2. Taiga/ coniferous/ boreal forest: very cold, long winters, 4 seasons, northern forests (Canada), modified spikes for leaves (evergreen), bears, wolves, moose, rabbits.

3. Temperate/ deciduous forest: 4 seasons, NE & middle US, W. Europe, Deciduous trees (lose leaves in the winter), deer, wolves, small mammals. Few fires are to be expected

4. Temperate Grassland/ prairie: Hot summers, cold winters, nutrient rich, soil (wheat, corn), Western N.S. and N. Africa. Few to no trees, grasses, bison, prairie dogs, foxes. Fire occurs a good amount but not regularly.

5. Chaparral: mild/ rainy winters, hot/dry summer, Southern California, Mediterranean, spiny evergreen, shrubs, grasses, coyotes, foxes. Fire is regular. Plants have evolved to spread/ release their seeds when exposed to fire.

6. Desert: Arid/ little rain. Increase temperature during the day, cold at night. Western N.A., Eurasia, Africa, cacti, succulents, waxy leaves, prevent water loss, snakes, lizards, nocturnal animals.

7. Savanna/ tropical grassland: rainy season, drought season, Africa, grass and scattered trees, elephants, giraffes. Fire is regular. Plants have evolved to spread/ release their seeds when exposed to fire.

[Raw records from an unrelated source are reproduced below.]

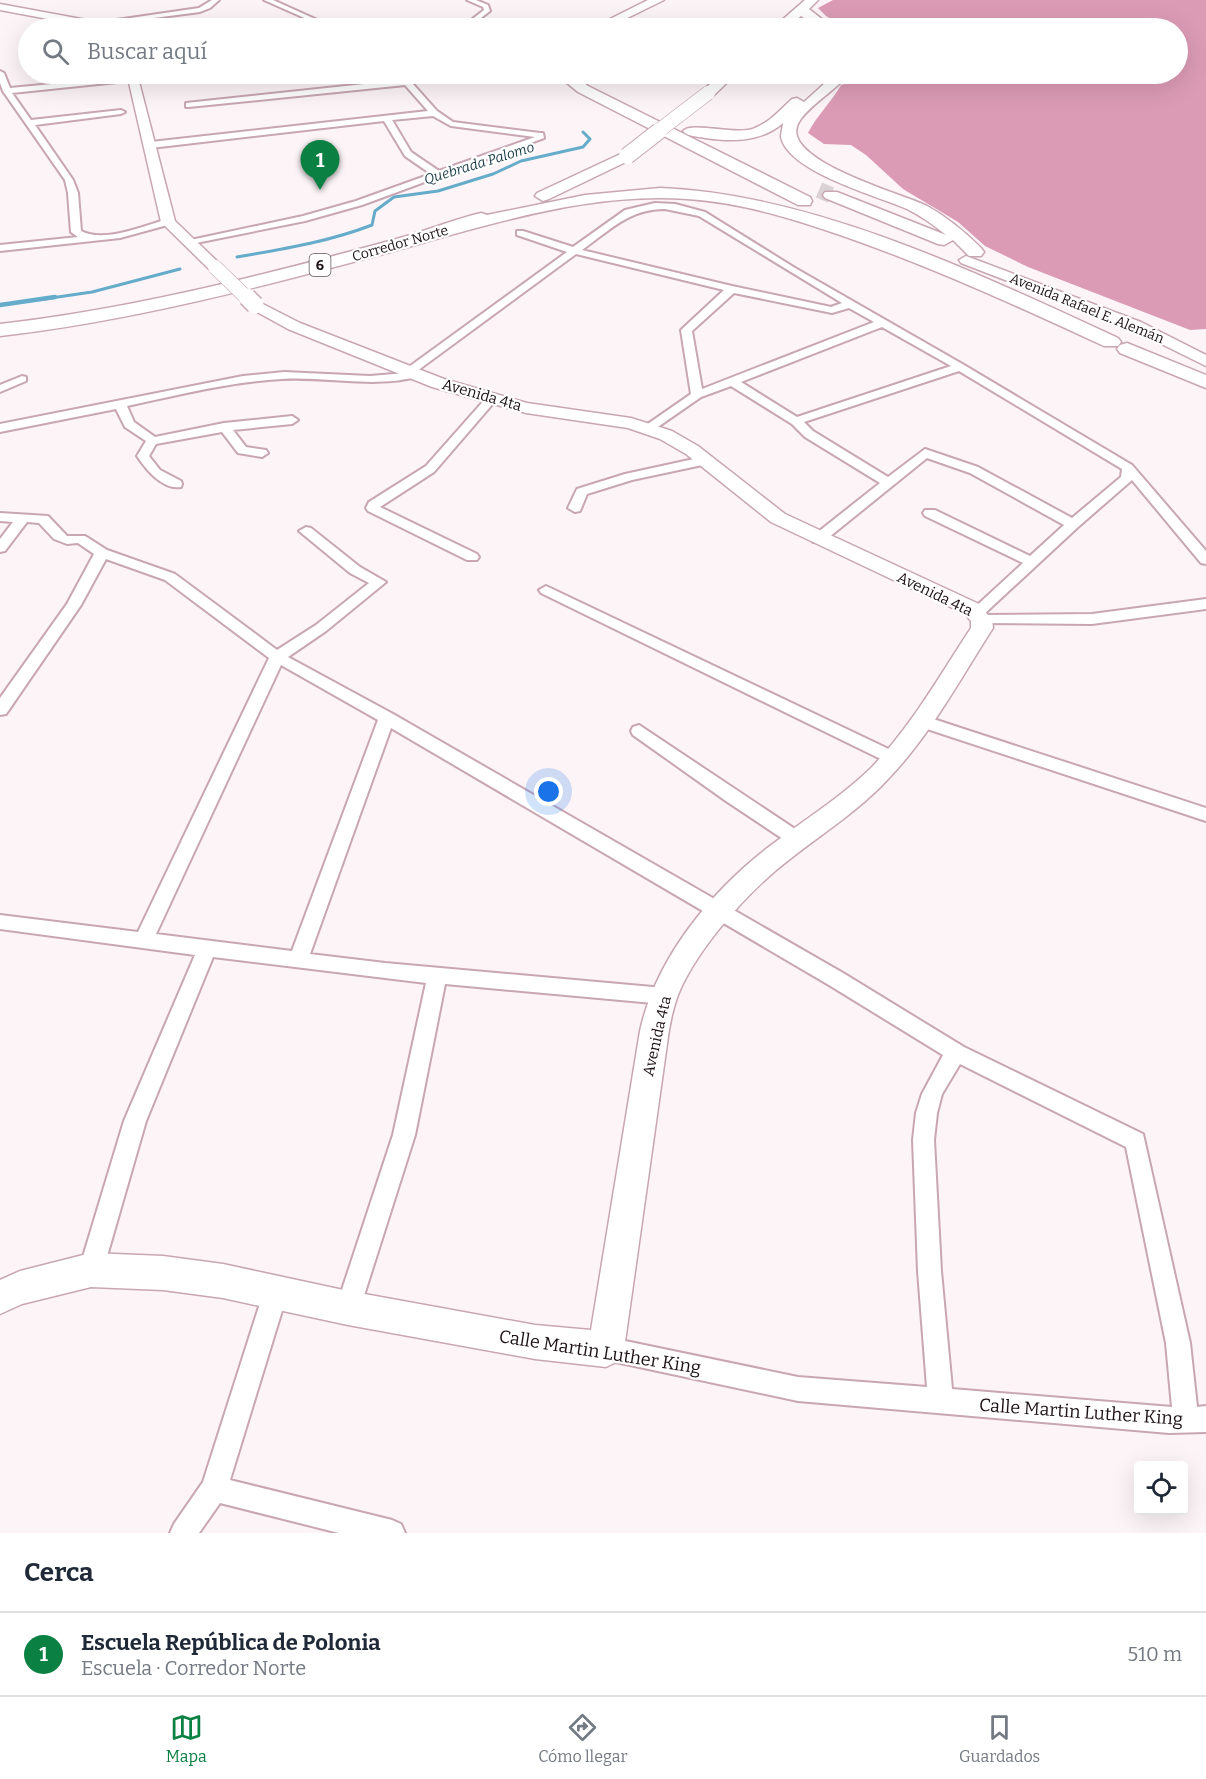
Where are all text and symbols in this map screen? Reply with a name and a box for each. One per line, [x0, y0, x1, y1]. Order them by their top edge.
search box [18, 18, 1188, 84]
icon: search [39, 35, 72, 68]
text: Buscar aquí [87, 38, 207, 65]
water label: Quebrada Palomo [422, 139, 537, 188]
pin: 1 [300, 140, 340, 190]
street label: Corredor Norte [350, 222, 450, 265]
road number: 6 [310, 254, 330, 276]
street label: Avenida Rafael E. Alemán [1007, 270, 1167, 347]
street label: Avenida 4ta [440, 375, 524, 415]
street label: Avenida 4ta [894, 568, 976, 620]
your location [534, 777, 563, 806]
street label: Avenida 4ta [639, 994, 675, 1078]
street label: Calle Martin Luther King [497, 1325, 703, 1379]
street label: Calle Martin Luther King [978, 1394, 1184, 1430]
map controls [1134, 1461, 1188, 1515]
button: locate [1134, 1461, 1188, 1515]
text: Cerca [24, 1557, 94, 1588]
text: Escuela República de Polonia [81, 1629, 381, 1656]
text: 1 [39, 1642, 48, 1666]
text: 510 m [1128, 1642, 1182, 1666]
text: Escuela · Corredor Norte [81, 1656, 306, 1680]
tab: Mapa [166, 1711, 207, 1766]
tab: Cómo llegar [538, 1711, 627, 1766]
tab: Guardados [959, 1711, 1040, 1766]

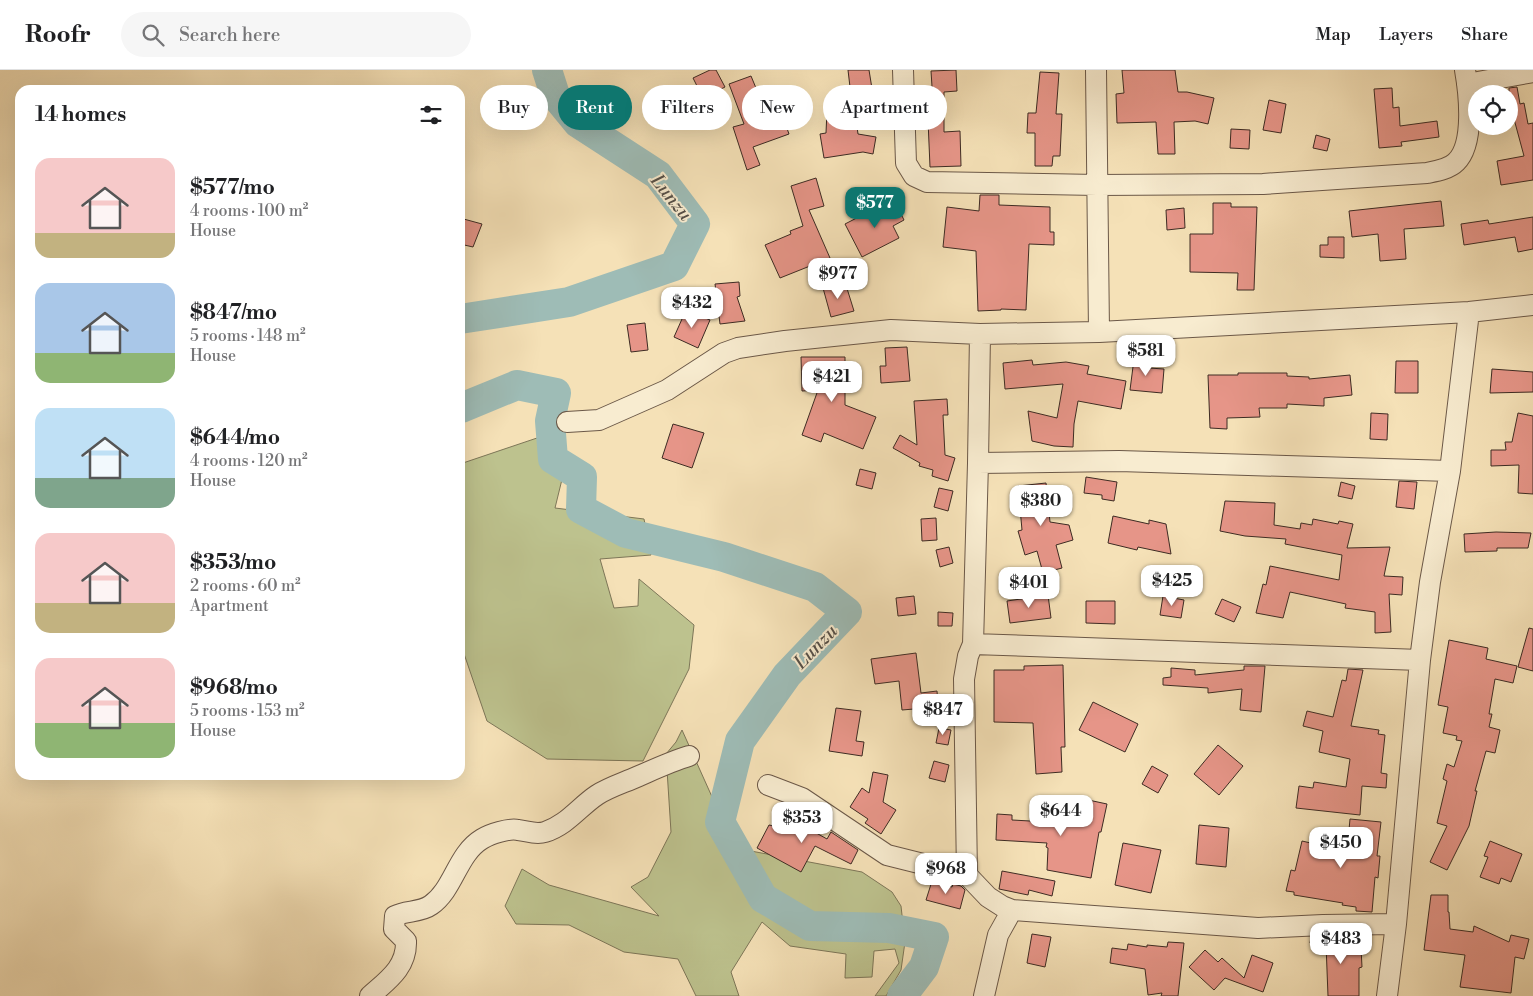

8. Tropical Rainforest: high rainfall, hot, poor soil due to rapid recycling, S. A, vertical stratification (canopy, epiphytes (Spanish moss with trees, commenalism relationship), shrubs, leaf litter), monkeys, sloths, crocodiles.

POPULATION ECOLOGY Population ecology: study of the changes in population size and composition.

Density: # of individuals in population.

To measure density, 3 methods: 1) Count the number of nests, burrows, droppings, or tracks. 2) Mark-recapture method= select a population to randomly sample and tag them. Release the tagged organism; in a few days catch them again and make note of which are tagged versus not tagged. Formula: 1st catch * 2nd catch/ # of tagged recaptures 3) Quadrant sampling= grid off an area, then randomly select quadrants to sample. Ex: (# of trees/ # sample area) * # of grids.

3 types of population dispersion: 1) clumped ex: school of fish 2) random ex: plants 3) uniform ex: birds

Age structure: # of individuals of each age.

Natality/ fecundity: birthrate.

Mortality: death rate.

Generation time: time between birth of an individual and the birth of their offspring.

Small organisms usually have short generation times.

Sex structure: how many of each sex are in a population.

# of females directly related to expected births.

# of males is less significant, which is why deer hunting allows for killing more bucks than does.

Life table: determine how long, on average, an individual of a given age is expected to live.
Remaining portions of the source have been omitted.